I really didn't get a chance to do anything until my children were in their teens, and by then it was almost too late. I'm glad I had my children early, even though it was hard going at the time.
School principal

I haven't been able to do any research since my children were born, even though my husband is the person who is working a part time job.
Senior academic

I don't think I'm looking for a career anymore. Interesting work with interesting people will do.
Senior public servant

I think I might see if I can go part time in a few years, down to 80%. I know I will still have to work full time, but at least I won't have to work weekends too.
Young academic

These are all conversations I have had, over the past few years. I can't guarantee that the words are strictly accurate, but they are more-or-less right. I've certainly remembered the spirit of what people have said to me, because the particular sentiments have stuck in my mind. I can remember exactly who it was who said each of those things: there's a real name of a real live woman to go with each of those quotes.



Discussion

I've been engaged in an on-going conversation about work-life balance, with so many people. I virtually always talk to mothers in paid employment about their childcare arrangements, trying to work out what it is that makes paid work viable for them. Some of them have nannies, even when their children are all at school, but then, they feel that they don't really know their children at all. Others have pre-schoolers, so although they regret the lost hours, they haven't yet struck the after-school and school holiday juggle, which is another whole nightmare. Others have found that if they want to parent their children, then they must abandon their careers, or at least, put them on hold. Some women work a shortened year, but not as short as would suit me.
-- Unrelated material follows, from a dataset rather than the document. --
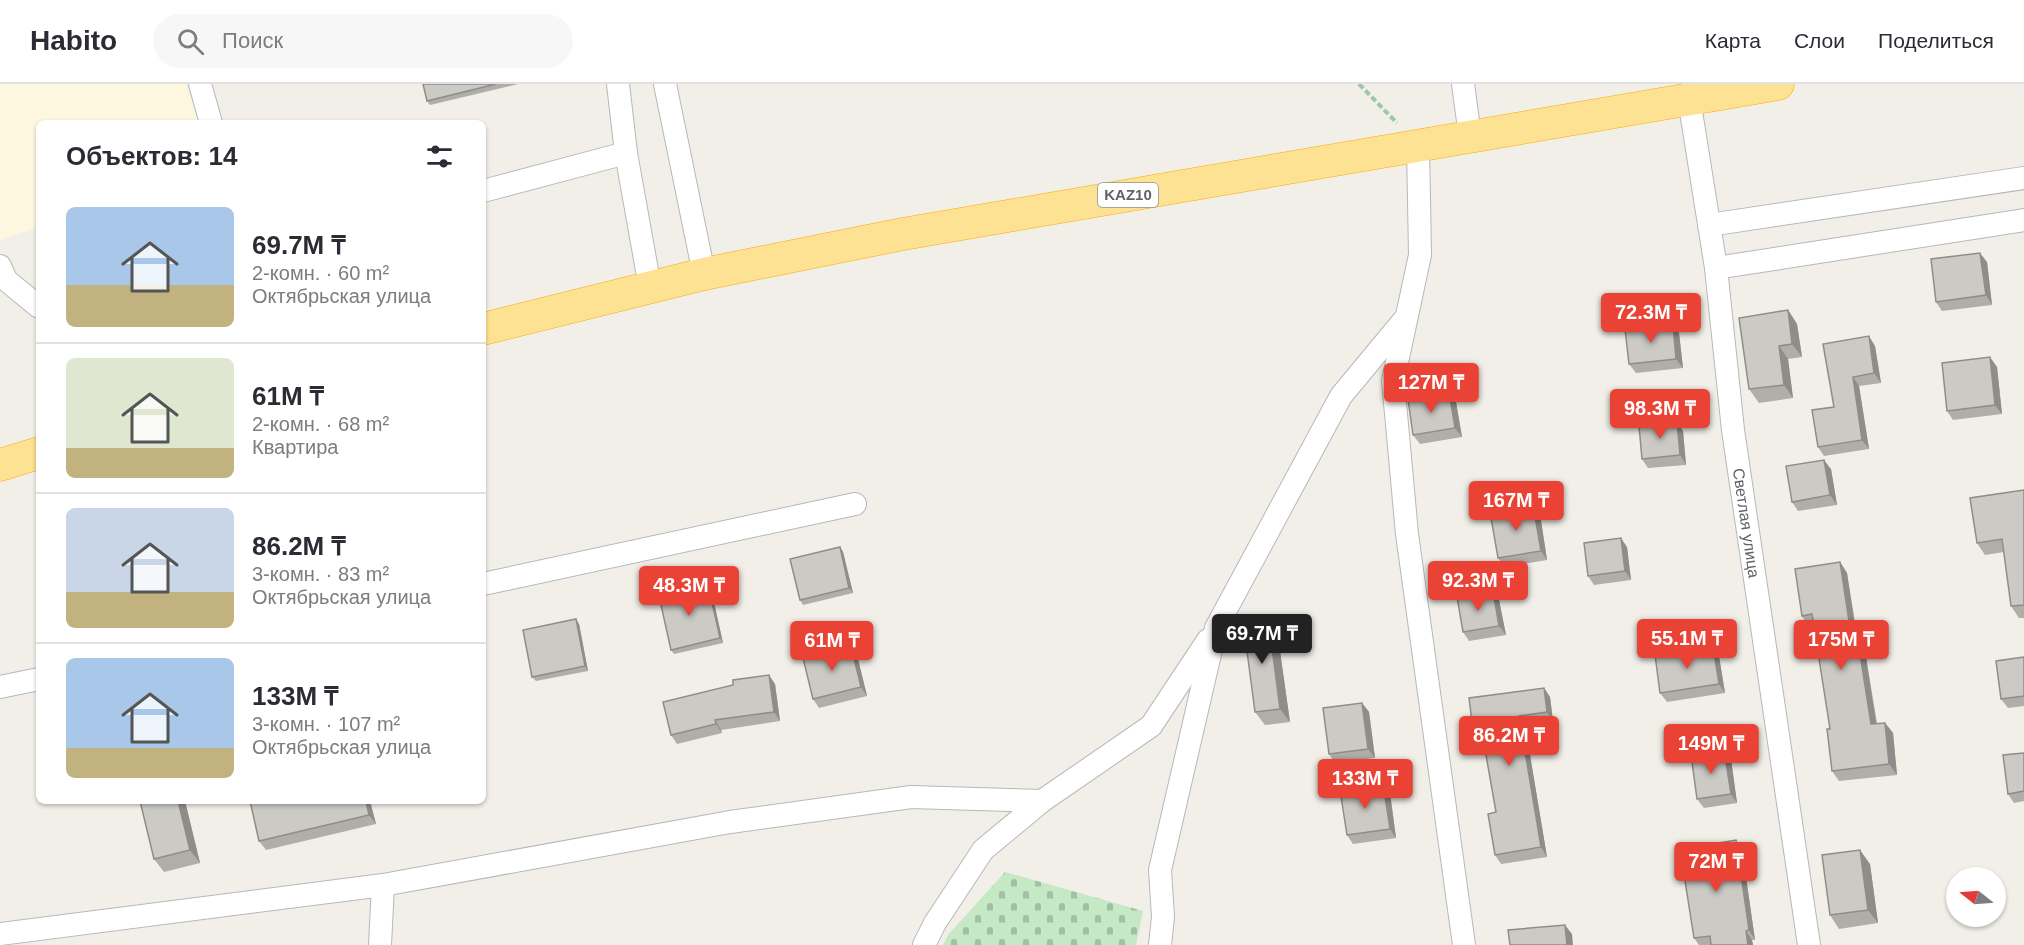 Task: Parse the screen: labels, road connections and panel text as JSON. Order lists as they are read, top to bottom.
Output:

My own chequered employment career is testament to an on-going struggle with work-life balance. I've worked in business, in the academy, and in the public service, and nowhere have I been able to find balance. Business bored me, at least at the low level I was working at. The academy was poisonous, for reasons, some to do with me, some to do with the particular institution at the particular time I was working there, some to do with the nature of academic work in general, some to do with my discipline. The public service was rather better, at least in my unit, where my single, childless, male boss (go figure!) made a big effort to create an environment where parents could work part time, and flexibly. Nevertheless, that is the environment where I heard one woman talking about reconnecting with her kids, and where Mr Strange Land and I became convinced that we needed a wife. The fact is, I have been able to find no solution to the problem of ensuring that my children are cared for, and loved, and parented, and nurturing my own career, and me. If I pursue a career, my children suffer; if I leave paid employment, then not only do I go quietly mad ('tho Mr Strange Land likes to point out that it ain't so quiet), but in the longer term, I may lose out, and so too may our daughters.

Of all the childcare/parenting/working possibilities, the shortened year is the one that would work best for me. I'm starting to think that my ideal job (NB: job, not career), is 20 hours per week, in school term time. But that means there's no management track for me. (And yes, I really would like to run something, some day.)
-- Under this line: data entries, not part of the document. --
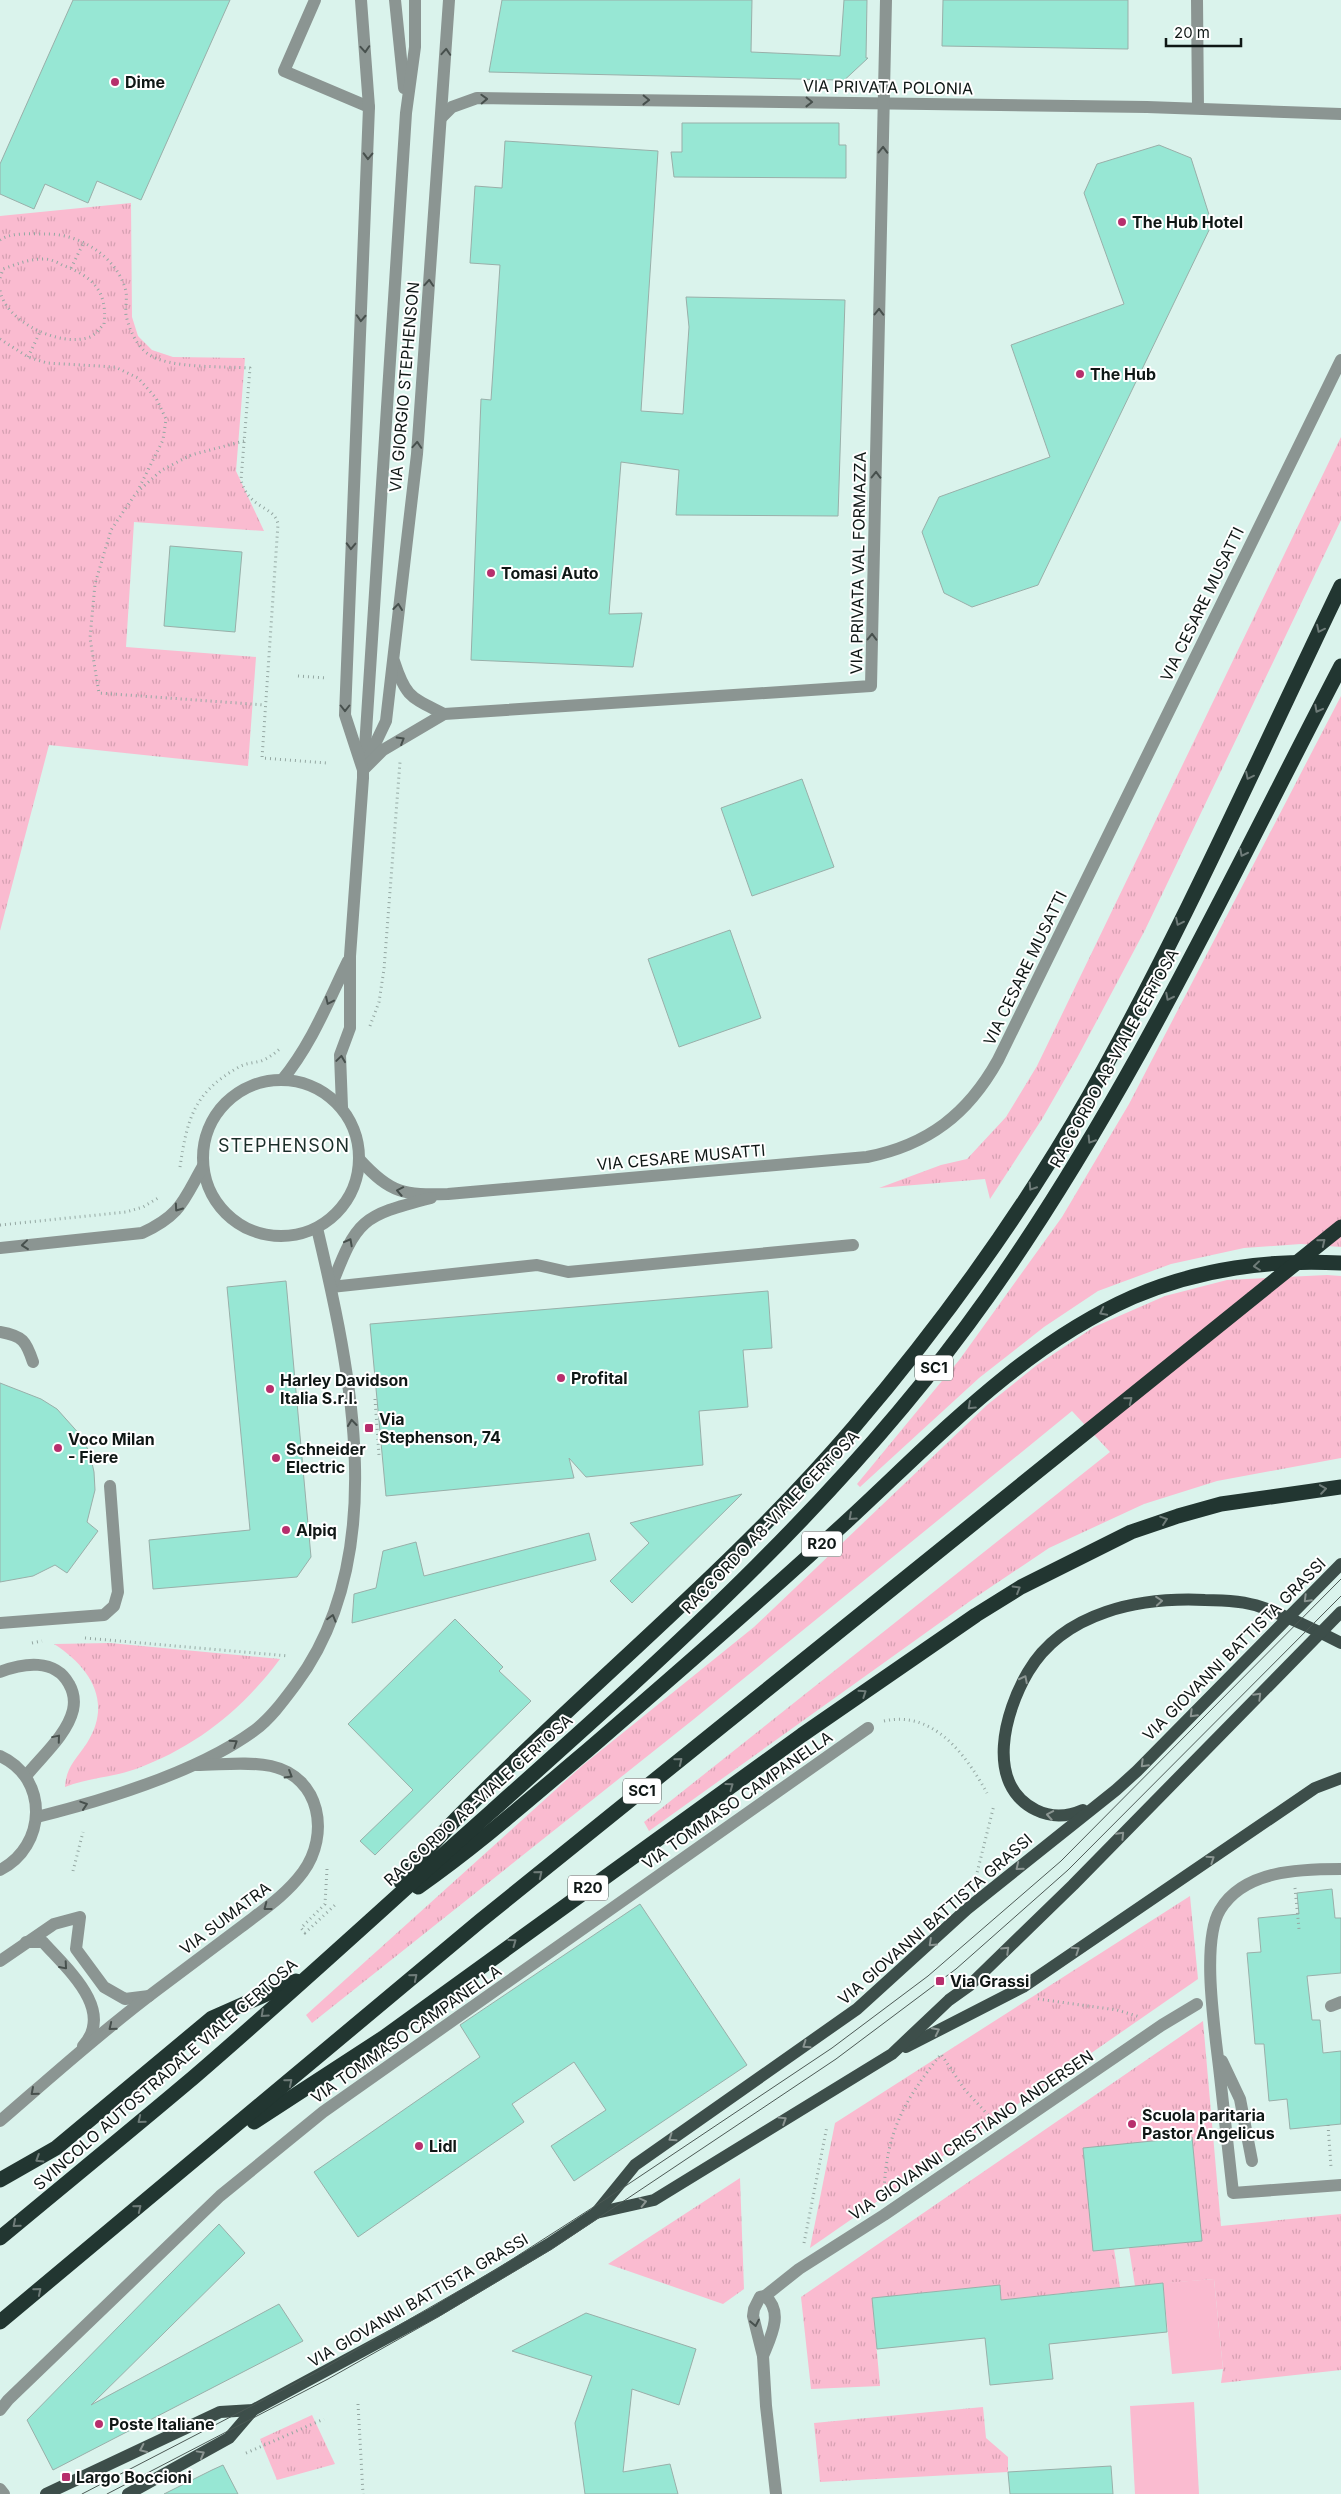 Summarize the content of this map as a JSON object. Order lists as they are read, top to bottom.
{
  "streets": {
    "highway": [
      "RACCORDO A8-VIALE CERTOSA",
      "SC1",
      "R20",
      "SVINCOLO AUTOSTRADALE VIALE CERTOSA"
    ],
    "main road": ["VIA GIOVANNI BATTISTA GRASSI"],
    "street": [
      "VIA PRIVATA POLONIA",
      "VIA GIORGIO STEPHENSON",
      "VIA PRIVATA VAL FORMAZZA",
      "VIA CESARE MUSATTI",
      "VIA TOMMASO CAMPANELLA",
      "VIA SUMATRA",
      "VIA GIOVANNI CRISTIANO ANDERSEN"
    ]
  },
  "crossings": [
    ["VIA PRIVATA POLONIA", "VIA GIORGIO STEPHENSON"],
    ["VIA PRIVATA POLONIA", "VIA PRIVATA VAL FORMAZZA"],
    ["VIA GIORGIO STEPHENSON", "VIA PRIVATA VAL FORMAZZA"],
    ["VIA GIORGIO STEPHENSON", "VIA CESARE MUSATTI"],
    ["RACCORDO A8-VIALE CERTOSA", "R20"],
    ["RACCORDO A8-VIALE CERTOSA", "SVINCOLO AUTOSTRADALE VIALE CERTOSA"],
    ["SC1", "R20"],
    ["R20", "SVINCOLO AUTOSTRADALE VIALE CERTOSA"]
  ],
  "one_way": ["VIA PRIVATA POLONIA"],
  "districts": ["STEPHENSON"],
  "places": {
    "other": [
      "Dime",
      "The Hub Hotel",
      "The Hub",
      "Tomasi Auto",
      "Profital",
      "Harley Davidson Italia S.r.l.",
      "Voco Milan - Fiere",
      "Schneider Electric",
      "Alpiq",
      "Scuola paritaria Pastor Angelicus",
      "Lidl",
      "Poste Italiane"
    ],
    "transit": ["Via Stephenson, 74", "Via Grassi", "Largo Boccioni"]
  },
  "scale_bar": "20 m"
}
Even then, the shortened year only works for some people because other people continue to work full time. Someone is there to answer the phones, clear the e-mail, clean the kitchens, resupply the photocopier, talk to clients, just do what needs to be done to keep the organisation ticking over. The fact is that our societies and our work structures are organised around 9am to 5pm, Monday to Friday, and the shortened week is an exception to that. As long as we continue to organise work around that 9 to 5 structure, some people will have to work far longer than they want in order to make flexi-hours possible for the rest of us.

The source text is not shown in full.